RIL will provide a $ 25 billion loan to subsidiary O2C at a variable interest rate, with the subsidiary having approximately $ 42 billion in assets (28 percent of consolidated assets). Even if the assets of O2C will be transferred to a new branch, its debt will continue to be inside RIL.

In August 2019, RIL had agreed to upstream Rs 1.08 lakh of debt from Jio to make his telecommunications company debt-free, before attracting strategic and financial investors like Facebook, Google and KKR.

RIL sold a 33% stake in digital services to global investors, including Facebook and Google, for Rs 1.52 lakh crore and 10% in its retail subsidiary to global investors for Rs 47,265 crore.

In addition, the proceeds from the rights issue of Rs 51,124 crore of RIL contributed to the net debt exemption status.

RIL owns 85.1% of Reliance Retail and 67.3% of Jio Platforms.

In December 2020, RIL’s gross debt stood at Rs 2.57 lakh crore.

RIL is also working on a structure where the interest costs that the O2C branch will incur for the purchase of the assets will be equal to the interest costs that the parent company RIL incurs on its outstanding loans.

“The reorganization of the O2C business facilitates the participation of strategic investors and renowned industry-focused investors,” the company said, adding that it would have no impact on RIL’s consolidated financial data as well as on high quality international and domestic credit ratings.

RIL also announced its goal of working with the O2C company to reduce its carbon footprint and become “net carbon zero” by 2035.

His vision includes investing in the development of renewable energy systems to meet energy demand and accelerate the transition from traditional carbon-based fuels to hydrogen.
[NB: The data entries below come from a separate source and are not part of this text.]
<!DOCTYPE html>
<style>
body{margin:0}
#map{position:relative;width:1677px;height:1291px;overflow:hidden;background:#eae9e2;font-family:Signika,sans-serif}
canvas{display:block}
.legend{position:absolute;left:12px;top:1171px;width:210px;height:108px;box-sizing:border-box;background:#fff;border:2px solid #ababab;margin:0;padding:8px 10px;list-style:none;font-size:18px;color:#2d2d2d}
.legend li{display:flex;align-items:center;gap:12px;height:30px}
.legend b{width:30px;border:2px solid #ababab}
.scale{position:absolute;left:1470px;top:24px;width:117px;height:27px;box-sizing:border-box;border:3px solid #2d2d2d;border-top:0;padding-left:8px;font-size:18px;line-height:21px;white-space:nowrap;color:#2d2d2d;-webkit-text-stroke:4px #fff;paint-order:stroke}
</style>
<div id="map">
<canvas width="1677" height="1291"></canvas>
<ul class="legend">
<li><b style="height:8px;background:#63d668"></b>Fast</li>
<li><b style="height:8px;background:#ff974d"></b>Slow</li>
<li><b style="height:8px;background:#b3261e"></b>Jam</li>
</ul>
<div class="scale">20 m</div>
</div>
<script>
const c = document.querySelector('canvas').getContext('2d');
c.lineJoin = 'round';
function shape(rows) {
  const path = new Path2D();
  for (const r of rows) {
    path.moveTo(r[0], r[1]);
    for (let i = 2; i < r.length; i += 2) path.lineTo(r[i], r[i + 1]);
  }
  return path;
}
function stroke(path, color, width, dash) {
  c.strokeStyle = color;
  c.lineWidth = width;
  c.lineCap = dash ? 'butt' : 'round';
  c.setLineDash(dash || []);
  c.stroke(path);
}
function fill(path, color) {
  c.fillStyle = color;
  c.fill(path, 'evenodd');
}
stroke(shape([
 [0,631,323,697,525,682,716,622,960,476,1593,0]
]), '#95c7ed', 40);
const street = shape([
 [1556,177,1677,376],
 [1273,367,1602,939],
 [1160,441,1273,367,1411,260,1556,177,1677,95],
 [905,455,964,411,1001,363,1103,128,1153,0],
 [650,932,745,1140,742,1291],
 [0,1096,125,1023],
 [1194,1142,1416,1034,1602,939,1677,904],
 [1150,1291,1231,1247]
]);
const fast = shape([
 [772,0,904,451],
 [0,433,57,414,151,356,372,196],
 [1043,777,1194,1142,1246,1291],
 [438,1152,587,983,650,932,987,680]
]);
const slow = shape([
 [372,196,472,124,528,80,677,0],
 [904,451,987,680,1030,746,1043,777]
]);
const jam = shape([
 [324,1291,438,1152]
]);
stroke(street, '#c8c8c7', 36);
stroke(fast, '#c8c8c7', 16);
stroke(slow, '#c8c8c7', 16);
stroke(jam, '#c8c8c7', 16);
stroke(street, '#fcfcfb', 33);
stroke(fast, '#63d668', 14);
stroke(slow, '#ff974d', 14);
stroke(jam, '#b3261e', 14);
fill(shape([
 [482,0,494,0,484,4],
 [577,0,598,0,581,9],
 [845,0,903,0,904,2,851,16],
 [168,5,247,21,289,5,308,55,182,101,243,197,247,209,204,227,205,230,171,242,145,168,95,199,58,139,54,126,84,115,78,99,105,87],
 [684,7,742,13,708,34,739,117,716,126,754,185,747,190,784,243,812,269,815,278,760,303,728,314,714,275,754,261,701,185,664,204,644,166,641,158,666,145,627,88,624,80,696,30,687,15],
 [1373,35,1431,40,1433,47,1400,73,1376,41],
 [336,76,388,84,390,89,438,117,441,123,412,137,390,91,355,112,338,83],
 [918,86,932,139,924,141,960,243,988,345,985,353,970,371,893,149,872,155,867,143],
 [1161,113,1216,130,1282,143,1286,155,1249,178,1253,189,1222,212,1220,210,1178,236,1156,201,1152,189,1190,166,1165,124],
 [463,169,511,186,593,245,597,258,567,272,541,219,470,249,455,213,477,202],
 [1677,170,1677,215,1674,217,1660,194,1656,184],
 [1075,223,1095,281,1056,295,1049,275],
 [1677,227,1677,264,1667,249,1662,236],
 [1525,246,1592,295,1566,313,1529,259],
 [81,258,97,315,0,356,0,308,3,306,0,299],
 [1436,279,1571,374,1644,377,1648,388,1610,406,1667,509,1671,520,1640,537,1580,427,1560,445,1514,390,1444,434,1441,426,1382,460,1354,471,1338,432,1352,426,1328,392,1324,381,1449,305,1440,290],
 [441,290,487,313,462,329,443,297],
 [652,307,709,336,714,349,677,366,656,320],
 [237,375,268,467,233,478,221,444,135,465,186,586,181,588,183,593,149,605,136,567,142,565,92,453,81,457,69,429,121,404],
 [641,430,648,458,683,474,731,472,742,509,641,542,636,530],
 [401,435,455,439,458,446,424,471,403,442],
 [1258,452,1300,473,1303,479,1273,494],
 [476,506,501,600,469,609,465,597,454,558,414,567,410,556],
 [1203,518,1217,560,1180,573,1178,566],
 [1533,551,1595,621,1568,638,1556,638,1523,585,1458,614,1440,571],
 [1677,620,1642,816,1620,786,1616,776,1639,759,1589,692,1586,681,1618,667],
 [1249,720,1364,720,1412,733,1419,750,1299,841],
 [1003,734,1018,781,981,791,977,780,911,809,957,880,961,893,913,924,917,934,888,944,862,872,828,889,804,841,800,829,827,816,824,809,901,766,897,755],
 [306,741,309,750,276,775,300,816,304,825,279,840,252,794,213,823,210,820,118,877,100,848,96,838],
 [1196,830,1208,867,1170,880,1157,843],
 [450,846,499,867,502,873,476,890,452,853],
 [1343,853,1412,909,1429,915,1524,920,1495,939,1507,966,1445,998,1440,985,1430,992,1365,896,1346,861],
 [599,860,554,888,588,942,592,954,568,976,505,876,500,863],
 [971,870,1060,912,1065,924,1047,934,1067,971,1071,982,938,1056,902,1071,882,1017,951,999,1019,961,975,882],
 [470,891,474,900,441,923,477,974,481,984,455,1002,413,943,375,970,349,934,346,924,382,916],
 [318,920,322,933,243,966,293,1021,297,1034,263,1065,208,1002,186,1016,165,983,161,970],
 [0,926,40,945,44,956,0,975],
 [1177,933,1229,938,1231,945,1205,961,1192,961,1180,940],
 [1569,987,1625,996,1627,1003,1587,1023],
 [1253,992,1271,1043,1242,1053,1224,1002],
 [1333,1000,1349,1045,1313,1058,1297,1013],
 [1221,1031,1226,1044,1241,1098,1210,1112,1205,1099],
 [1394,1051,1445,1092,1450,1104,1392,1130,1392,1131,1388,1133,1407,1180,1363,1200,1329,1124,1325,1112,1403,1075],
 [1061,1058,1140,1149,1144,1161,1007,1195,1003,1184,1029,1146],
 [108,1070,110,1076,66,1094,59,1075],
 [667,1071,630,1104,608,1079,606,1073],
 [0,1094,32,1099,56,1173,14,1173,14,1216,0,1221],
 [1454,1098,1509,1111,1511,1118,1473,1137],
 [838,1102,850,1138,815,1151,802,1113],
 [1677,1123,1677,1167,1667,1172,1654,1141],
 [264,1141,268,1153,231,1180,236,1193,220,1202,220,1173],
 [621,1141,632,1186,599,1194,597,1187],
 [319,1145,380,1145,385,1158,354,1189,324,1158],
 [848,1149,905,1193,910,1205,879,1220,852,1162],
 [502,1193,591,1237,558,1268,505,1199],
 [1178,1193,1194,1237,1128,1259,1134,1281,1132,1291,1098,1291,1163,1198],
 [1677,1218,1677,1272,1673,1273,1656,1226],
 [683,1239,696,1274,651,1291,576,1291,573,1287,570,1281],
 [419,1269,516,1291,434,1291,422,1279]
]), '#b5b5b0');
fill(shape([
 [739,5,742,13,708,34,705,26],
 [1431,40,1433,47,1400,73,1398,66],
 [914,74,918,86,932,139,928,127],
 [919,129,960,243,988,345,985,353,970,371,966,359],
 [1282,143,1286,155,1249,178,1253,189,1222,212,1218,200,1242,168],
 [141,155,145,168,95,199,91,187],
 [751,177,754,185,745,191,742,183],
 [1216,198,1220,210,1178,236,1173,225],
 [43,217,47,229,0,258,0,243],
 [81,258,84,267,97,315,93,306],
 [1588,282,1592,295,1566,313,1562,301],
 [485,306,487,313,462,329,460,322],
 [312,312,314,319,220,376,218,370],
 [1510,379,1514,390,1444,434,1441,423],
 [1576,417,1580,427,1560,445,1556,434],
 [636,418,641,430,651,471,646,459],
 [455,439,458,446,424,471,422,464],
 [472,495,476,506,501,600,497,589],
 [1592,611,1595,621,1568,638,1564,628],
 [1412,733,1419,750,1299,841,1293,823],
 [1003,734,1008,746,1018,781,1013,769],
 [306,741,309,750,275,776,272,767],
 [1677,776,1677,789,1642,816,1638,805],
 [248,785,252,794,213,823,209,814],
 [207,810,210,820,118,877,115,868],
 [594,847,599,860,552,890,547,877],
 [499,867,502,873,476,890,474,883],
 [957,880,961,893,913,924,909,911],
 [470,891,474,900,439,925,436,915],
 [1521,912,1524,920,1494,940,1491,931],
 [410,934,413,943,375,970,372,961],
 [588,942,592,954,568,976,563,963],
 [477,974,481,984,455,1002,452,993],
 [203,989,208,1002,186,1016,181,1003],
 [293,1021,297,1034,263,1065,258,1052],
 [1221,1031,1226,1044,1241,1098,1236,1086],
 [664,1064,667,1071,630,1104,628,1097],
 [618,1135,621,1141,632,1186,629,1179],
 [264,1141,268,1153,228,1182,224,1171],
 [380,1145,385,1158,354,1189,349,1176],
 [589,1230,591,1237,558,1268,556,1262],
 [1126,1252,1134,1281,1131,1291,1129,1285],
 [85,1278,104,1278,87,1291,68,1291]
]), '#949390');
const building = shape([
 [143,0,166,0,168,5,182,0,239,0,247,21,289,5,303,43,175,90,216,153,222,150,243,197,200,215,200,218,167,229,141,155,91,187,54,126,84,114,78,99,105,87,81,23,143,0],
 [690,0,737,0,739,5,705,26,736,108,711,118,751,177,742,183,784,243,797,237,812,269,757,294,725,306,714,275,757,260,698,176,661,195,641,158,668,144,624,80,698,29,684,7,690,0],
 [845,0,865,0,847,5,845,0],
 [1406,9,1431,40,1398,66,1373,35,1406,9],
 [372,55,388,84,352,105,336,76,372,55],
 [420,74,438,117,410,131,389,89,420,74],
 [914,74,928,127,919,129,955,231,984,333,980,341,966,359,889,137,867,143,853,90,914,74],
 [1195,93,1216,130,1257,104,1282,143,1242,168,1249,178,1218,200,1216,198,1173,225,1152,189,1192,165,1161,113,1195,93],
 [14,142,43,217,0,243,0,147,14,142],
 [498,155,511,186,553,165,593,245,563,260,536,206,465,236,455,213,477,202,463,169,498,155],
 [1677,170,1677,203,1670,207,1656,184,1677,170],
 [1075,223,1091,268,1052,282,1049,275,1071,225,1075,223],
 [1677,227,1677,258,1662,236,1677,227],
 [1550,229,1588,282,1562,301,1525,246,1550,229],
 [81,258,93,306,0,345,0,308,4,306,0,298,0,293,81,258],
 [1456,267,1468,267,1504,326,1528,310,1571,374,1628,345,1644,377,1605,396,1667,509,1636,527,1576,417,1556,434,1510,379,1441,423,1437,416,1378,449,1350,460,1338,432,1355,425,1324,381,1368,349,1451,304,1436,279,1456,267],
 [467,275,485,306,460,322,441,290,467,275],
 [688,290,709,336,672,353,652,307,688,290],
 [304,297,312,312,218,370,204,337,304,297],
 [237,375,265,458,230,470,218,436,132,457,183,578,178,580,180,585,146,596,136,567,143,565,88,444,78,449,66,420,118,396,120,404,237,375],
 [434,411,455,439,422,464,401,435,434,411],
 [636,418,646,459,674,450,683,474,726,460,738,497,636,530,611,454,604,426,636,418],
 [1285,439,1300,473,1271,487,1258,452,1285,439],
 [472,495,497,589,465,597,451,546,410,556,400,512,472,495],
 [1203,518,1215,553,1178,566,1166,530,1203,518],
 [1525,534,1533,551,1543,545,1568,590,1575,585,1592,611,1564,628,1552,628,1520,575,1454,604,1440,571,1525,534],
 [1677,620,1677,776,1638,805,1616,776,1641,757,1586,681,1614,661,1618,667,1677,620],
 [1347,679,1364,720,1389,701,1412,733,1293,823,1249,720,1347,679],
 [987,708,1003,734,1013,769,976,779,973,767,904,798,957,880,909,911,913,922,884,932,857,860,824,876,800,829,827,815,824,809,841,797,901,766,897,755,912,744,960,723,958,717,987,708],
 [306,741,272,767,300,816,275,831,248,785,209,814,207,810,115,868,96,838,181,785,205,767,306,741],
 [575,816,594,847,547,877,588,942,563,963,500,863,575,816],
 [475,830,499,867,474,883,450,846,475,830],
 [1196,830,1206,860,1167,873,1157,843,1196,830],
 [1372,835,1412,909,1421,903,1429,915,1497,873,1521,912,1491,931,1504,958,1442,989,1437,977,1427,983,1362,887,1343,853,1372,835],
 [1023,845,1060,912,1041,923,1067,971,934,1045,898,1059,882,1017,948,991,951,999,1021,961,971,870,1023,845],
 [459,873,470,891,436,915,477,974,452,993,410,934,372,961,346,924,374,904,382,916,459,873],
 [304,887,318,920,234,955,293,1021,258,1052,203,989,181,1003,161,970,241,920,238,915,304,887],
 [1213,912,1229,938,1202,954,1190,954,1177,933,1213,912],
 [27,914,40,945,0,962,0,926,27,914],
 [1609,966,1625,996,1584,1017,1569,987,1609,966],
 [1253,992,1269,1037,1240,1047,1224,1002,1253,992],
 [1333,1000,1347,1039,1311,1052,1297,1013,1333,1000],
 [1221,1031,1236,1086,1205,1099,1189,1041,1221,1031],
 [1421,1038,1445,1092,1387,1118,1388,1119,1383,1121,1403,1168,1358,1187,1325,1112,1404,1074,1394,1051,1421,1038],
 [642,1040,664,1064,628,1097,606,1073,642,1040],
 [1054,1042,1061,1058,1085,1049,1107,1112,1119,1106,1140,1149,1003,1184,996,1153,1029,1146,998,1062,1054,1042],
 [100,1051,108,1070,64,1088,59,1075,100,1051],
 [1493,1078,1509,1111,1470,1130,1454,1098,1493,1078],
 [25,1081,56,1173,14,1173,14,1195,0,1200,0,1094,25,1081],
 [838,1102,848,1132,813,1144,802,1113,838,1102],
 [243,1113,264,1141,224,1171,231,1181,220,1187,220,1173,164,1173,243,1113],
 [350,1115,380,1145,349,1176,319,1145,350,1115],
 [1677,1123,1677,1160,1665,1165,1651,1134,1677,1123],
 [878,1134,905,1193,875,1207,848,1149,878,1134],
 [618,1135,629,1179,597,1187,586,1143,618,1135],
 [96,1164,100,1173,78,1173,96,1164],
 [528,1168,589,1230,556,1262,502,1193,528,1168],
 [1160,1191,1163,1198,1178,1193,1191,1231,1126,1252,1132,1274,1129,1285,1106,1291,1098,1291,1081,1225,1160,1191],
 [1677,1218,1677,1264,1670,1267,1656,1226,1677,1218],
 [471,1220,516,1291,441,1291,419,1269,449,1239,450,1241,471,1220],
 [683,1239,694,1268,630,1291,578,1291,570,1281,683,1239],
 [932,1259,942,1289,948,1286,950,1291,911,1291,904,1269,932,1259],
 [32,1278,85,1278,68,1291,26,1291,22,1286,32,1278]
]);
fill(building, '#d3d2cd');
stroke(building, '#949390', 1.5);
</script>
Reliance O2C Limited is home to petroleum and petrochemical refining and manufacturing assets, bulk and wholesale fuel marketing, and RIL’s 51% stake in the retail fuel joint venture with UK BP .
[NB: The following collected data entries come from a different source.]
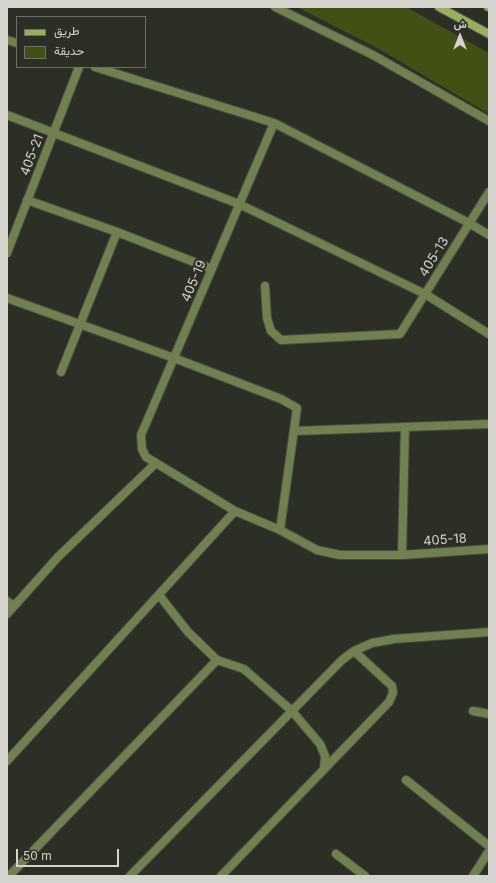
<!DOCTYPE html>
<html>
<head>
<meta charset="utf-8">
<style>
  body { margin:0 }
  #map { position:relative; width:496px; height:883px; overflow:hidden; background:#2c2f25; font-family:Inter,Vazirmatn,sans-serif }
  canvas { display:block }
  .frame { position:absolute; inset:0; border:8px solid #d2d4cd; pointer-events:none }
  .legend { position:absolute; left:16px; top:16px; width:130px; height:52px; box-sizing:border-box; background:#2c2f25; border:1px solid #6e7168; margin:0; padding:5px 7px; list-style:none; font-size:12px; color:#d2d4cd }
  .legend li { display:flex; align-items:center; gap:8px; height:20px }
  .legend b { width:20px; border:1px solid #6e7168 }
  .north { position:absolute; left:440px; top:16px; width:40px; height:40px; -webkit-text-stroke:3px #2c2f25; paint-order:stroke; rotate:0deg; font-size:11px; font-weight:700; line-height:16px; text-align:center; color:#d2d4cd }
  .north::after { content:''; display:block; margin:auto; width:14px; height:18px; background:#d2d4cd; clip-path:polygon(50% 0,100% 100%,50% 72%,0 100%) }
  .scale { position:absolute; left:16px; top:849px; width:103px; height:18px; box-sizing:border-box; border:2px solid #d2d4cd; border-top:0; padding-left:5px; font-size:12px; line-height:14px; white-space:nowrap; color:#d2d4cd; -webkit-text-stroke:3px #2c2f25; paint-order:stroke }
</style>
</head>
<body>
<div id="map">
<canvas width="496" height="883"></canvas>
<div class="frame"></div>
<ul class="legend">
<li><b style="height:5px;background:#99ae61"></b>طريق</li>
<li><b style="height:11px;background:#425015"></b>حديقة</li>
</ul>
<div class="north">ش</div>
<div class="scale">50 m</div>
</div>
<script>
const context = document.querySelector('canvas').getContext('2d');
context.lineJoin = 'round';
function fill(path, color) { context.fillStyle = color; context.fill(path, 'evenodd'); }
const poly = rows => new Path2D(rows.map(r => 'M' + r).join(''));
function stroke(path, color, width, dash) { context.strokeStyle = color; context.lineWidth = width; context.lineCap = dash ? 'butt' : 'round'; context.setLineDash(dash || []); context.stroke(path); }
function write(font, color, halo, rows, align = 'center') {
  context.font = font + ' Inter,sans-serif'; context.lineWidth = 4; context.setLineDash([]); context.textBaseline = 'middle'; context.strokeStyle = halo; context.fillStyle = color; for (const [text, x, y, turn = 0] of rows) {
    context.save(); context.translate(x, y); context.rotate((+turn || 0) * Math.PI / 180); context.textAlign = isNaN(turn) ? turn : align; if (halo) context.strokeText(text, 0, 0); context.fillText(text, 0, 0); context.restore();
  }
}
const green = poly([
  [297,7,406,7,489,53,489,114,379,49]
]);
const minor = poly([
  [275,7,373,55,489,121],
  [7,40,17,43],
  [95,67,274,123,469,223,489,235],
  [7,115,239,204,425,294,489,334],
  [274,123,141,435,142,449,146,457,156,463,235,511,280,530,317,550,340,555,402,555,489,549],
  [27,200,117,232,212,269],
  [7,253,79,67],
  [265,286,267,318,271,331,281,340,400,334,489,192],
  [7,298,174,358,281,399,297,408,280,530],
  [61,372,117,232],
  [294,431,489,424],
  [402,555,405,428],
  [159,595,188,632,217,660,244,669,292,711,320,744,325,756,324,769],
  [7,601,14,606],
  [7,614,58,557,156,463],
  [473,711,489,714],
  [7,761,235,511],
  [406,780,489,846],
  [336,854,365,876],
  [9,876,217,660],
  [130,876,342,660,354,651,372,643,394,639,489,632],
  [221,876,389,702,393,693,392,686,354,651],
  [473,876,489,851]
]);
const secondary = poly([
  [439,7,489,34],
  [488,7,489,7]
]);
const streetNames = [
  ["405-21",32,155,-69],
  ["405-13",434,257,-58],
  ["405-19",194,281,-67],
  ["405-18",445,540,-4]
];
fill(green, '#425015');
stroke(minor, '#4a4d43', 10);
stroke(secondary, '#4a4d43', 10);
stroke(minor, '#728051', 8);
stroke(secondary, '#99ae61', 8);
write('13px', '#d2d4cd', '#2c2f25', streetNames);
</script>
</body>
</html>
The O2C unit also houses the company’s petroleum trading and marketing subsidiaries in Singapore and the UK, Reliance Industries Uruguay Petroquimica SA.

It is also home to Reliance Ethane Pipeline Limited which operates a pipeline between Dahej in Gujarat and Nagothane in Maharashtra as well as a 74.9% stake Reliance holds in the joint venture with Sibur.

These are very large ethane carriers, gas pipelines such as the one that carries coalbed methane from its CBM blocks, the offshore oil and gas asset holding company Reliance Industries (Middle East) DMCC, and domestic exploration and production assets would not be part of the O2C. unity.

In addition, RIL’s textile business, operated from the Naroda site, Baroda Township and land including cricket stadium, Jamnagar power assets, and Sikka Ports and Terminals Limited would also not be included. of the O2C unit.

RIL owns and operates twin oil refineries in Jamnagar, Gujarat, with a combined capacity of 68.2 million tonnes per year.

It is also the country’s largest petrochemical maker with units in Jamnagar, Dahej, Hazira, Nagothane, Vadodara, Patalganga, Silvassa, Barabanki and Hoshiarpur.

The company owns a 66.6% stake in the KG-D6 block where it is investing approximately $ 5 billion in the development of a second round of gas discoveries with BP.

It also owns a similar stake in the NEC-25 block in the Bay of Bengal and operates two CBM blocks in Madhya Pradesh. These upstream assets are not part of the O2C unit.